R-word crisis hits US

greenspun.com : LUSENET : Grassroots Information Coordination Center (GICC) : One Thread

R-word crisis hits US By STEPHEN ROMEI 27aug01

ECONOMIC data due out this week should go a long way towards answering the question that has been dangling like a sword of Damocles over Wall Street for most of the year: is the US economy in recession?

On Wednesday, the Bureau of Economic Analysis issues revised figures for second-quarter gross domestic product. Analysts expect the original 0.7 per cent growth number to shrink to zero or even worse.

With a recession broadly defined as two quarters of declining GDP, a minus number for the second quarter would put the R word back in the headlines.

"If we get that first negative quarter, a recession will seem more real," says Diane Dercher of investment firm Waddell & Reed. "It will open the question in people's minds again."

On Thursday, the bureau releases estimates for third-quarter personal income and consumption, an early hint on how the economy is faring. Analysts expect the number to come in between zero and 0.4 per cent, so a negative result would augur ill for third-quarter GDP.

If both the second-quarter GDP and the income/consumption estimates land in the red, the odds will shorten that the hitherto shaky US economy has fallen into recession for the first time in a decade.

It is just such concerns which are behind the recent fall in the US dollar and some forecasters expect that situation to prevail into 2002.

"The US dollar remains vulnerable to investor anxiety concerning US economic developments and equity market uncertainty," Merrill Lynch currency analyst Neil MacKinnin says.

"The risk of a six to nine-month correction in the US dollar is now very high in our view."

Certainly, the latest data reveals a US economy on life support. Mass layoffs have seen the number of Americans on unemployment benefits rise to 3.18 million, the highest level since September 1992.

Personal and business bankruptcies totalled 400,394 in the three months from April to June, a 25 per cent increase on the previous corresponding period.

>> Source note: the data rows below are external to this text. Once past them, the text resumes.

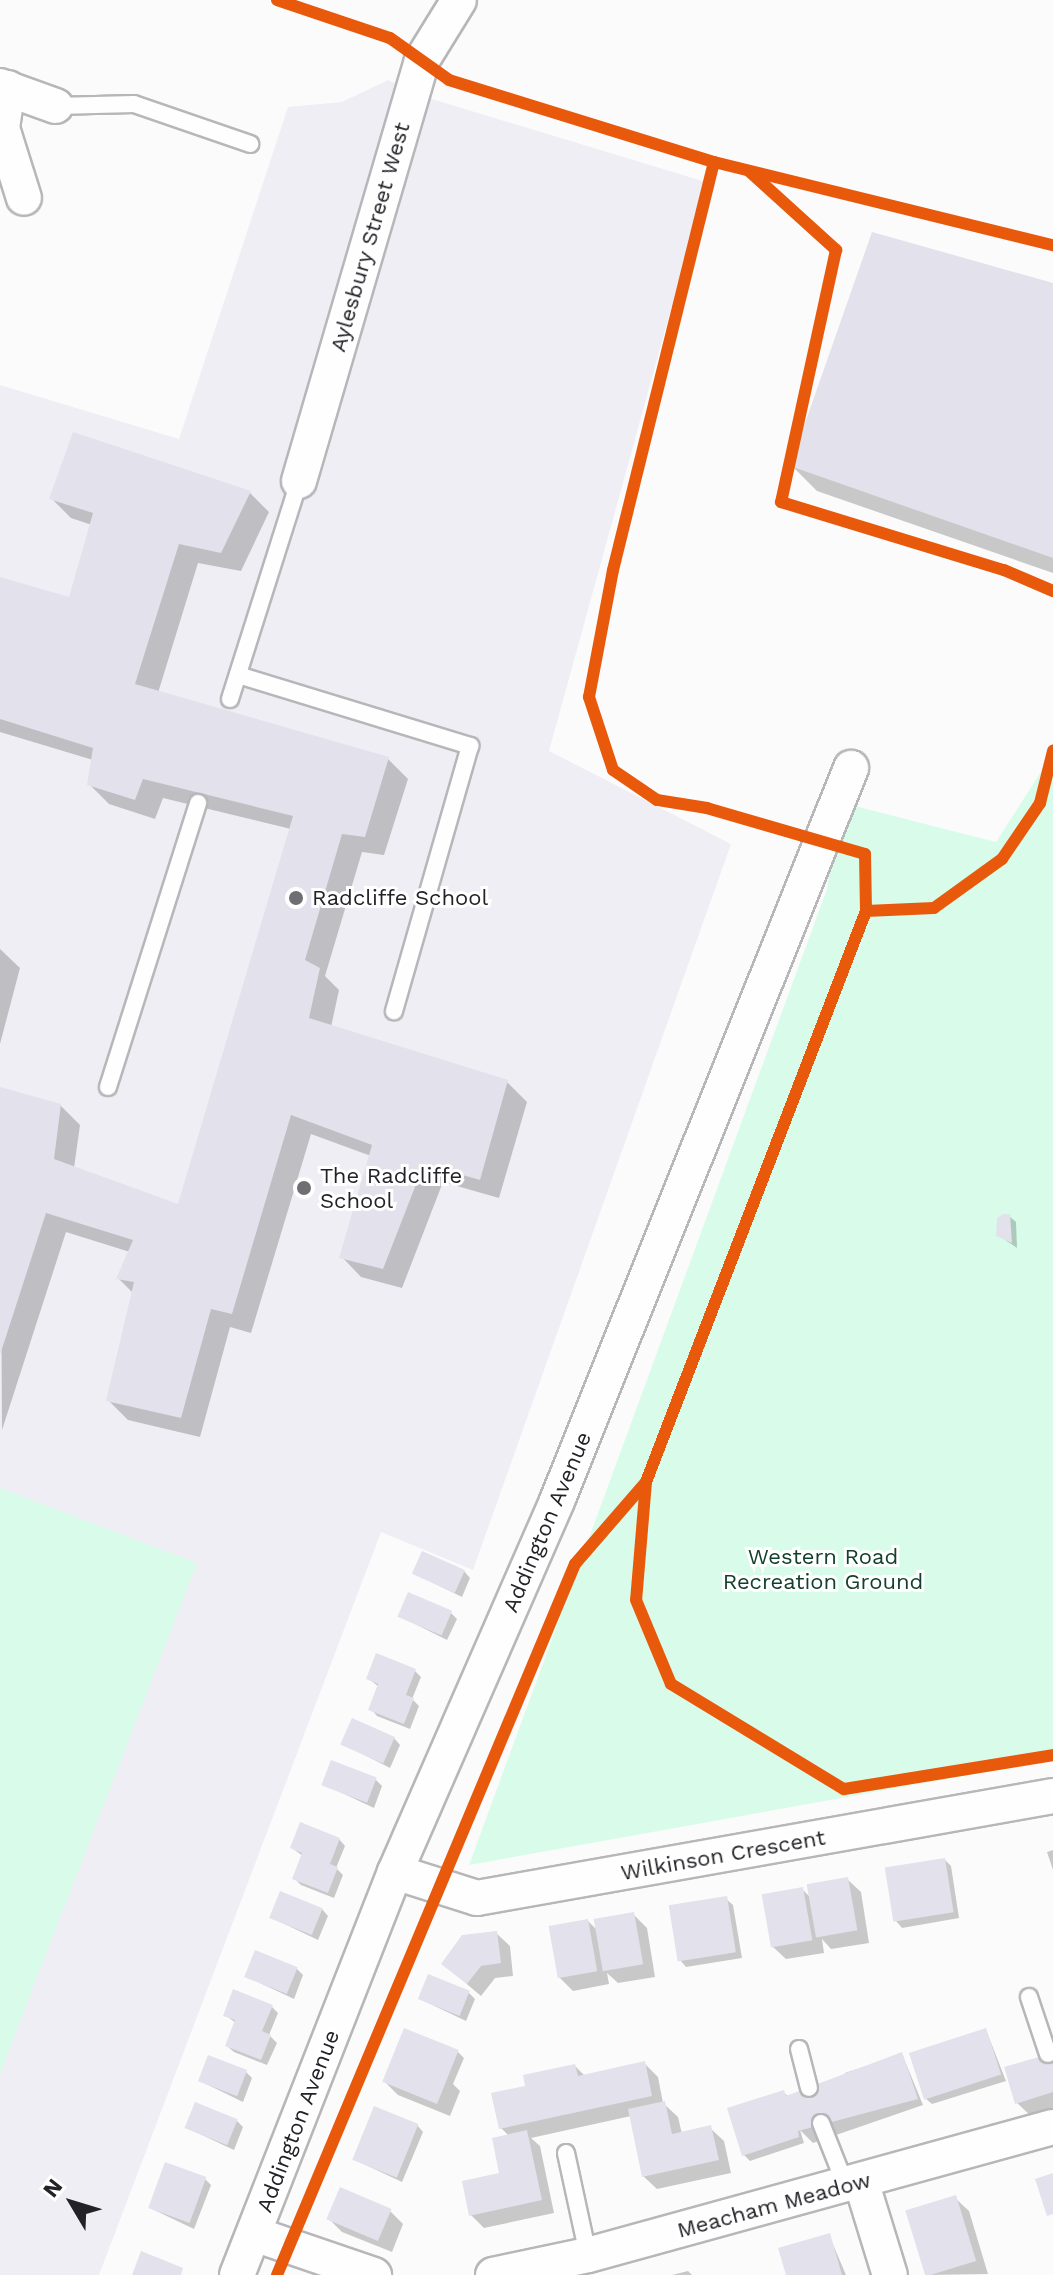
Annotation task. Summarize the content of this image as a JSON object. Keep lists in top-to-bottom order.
{
  "streets": {
    "street": [
      "Aylesbury Street West",
      "Addington Avenue",
      "Wilkinson Crescent",
      "Meacham Meadow"
    ]
  },
  "crossings": [
    ["Addington Avenue", "Wilkinson Crescent"]
  ],
  "parks": ["Western Road Recreation Ground"],
  "places": ["Radcliffe School", "The Radcliffe School"],
  "north": "top left"
}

"If this isn't a recession, it's the worst non-recession you'll ever see," says Lakshman Achuthan of the Economic Cycle Research Institute.

Even so, there is a world of psychological difference between a slowdown, no matter how protracted, and a full-blown recession.

"No one wants to utter the R word," writes Newsweek columnist Robert Samuelson. "It signifies a symbolic threshold which, if crossed, might worsen consumer, business and investor psychology."

It is the first member of that triumvirate -- the consumer -- who is all important in the present context. As the Federal Reserve made clear last week after announcing its seventh rate cut in eight months, it is household demand that is holding up the US economy.

This is particularly evident in the housing market where prices are rising at their fastest pace for more than a decade. The rise in the value of the family home -- still by far the biggest asset of ordinary Americans -- has been a balm to the burn of falling share prices.

Of course, if this week's revised GDP number and income/consumption estimates are better than expected, the market bulls will bellow another R word: recovery.

http://finance.news.com.au/common/story_page/0,4057,2693593%255E521,00.html

-- Martin Thompson (mthom1927@aol.com), August 26, 2001

Answers

If this recession bottoms now, it will be the most complex and misunderstood recession of all time. Investment-led recessions (which is what we had prior to WW II) ALWAYS take time to level out. It's the inflation-led / tight money response type recession, like every one since World War II, that are V shaped--they hit bottom quickly and bounce right back up.

I've spent my whole working career as a business / economics writer (51 paperbacks, 4 hardbacks), but I am still scratching my head over this one. I must admit, all this "new economy" talk of the past few years has me baffled. Maybe time has passed me by. It will be most interesting to see if some form of new voodoo prevails, governing this business cycle, or if the old, basic fundamentals will rule again.

-- JackW (jpayne@webtv.com), August 26, 2001.


This will certainly be a tell-tale week, and give us good direction as to stock market reaction this Fall.